[[ Information shown, beginning ]]

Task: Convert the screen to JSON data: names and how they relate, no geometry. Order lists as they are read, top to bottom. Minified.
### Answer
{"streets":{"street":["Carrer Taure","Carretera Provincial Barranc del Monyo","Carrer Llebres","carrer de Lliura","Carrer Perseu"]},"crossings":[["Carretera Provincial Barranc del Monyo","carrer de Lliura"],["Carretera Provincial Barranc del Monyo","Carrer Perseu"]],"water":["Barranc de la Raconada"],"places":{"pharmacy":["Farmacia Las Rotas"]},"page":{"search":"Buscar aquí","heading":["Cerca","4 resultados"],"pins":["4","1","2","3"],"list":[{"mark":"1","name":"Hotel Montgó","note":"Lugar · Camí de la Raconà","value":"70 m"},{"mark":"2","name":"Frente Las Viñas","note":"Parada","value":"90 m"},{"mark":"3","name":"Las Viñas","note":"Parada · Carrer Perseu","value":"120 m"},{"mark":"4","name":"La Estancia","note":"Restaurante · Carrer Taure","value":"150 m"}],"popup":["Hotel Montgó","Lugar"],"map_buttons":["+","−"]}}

[[ Information shown, end ]]

Could you restate the listing above word for word?

Solution for this task →
Task: Convert the screen to JSON data: names and how they relate, no geometry. Order lists as they are read, top to bottom. Minified.
### Answer
{"streets":{"street":["Carrer Taure","Carretera Provincial Barranc del Monyo","Carrer Llebres","carrer de Lliura","Carrer Perseu"]},"crossings":[["Carretera Provincial Barranc del Monyo","carrer de Lliura"],["Carretera Provincial Barranc del Monyo","Carrer Perseu"]],"water":["Barranc de la Raconada"],"places":{"pharmacy":["Farmacia Las Rotas"]},"page":{"search":"Buscar aquí","heading":["Cerca","4 resultados"],"pins":["4","1","2","3"],"list":[{"mark":"1","name":"Hotel Montgó","note":"Lugar · Camí de la Raconà","value":"70 m"},{"mark":"2","name":"Frente Las Viñas","note":"Parada","value":"90 m"},{"mark":"3","name":"Las Viñas","note":"Parada · Carrer Perseu","value":"120 m"},{"mark":"4","name":"La Estancia","note":"Restaurante · Carrer Taure","value":"150 m"}],"popup":["Hotel Montgó","Lugar"],"map_buttons":["+","−"]}}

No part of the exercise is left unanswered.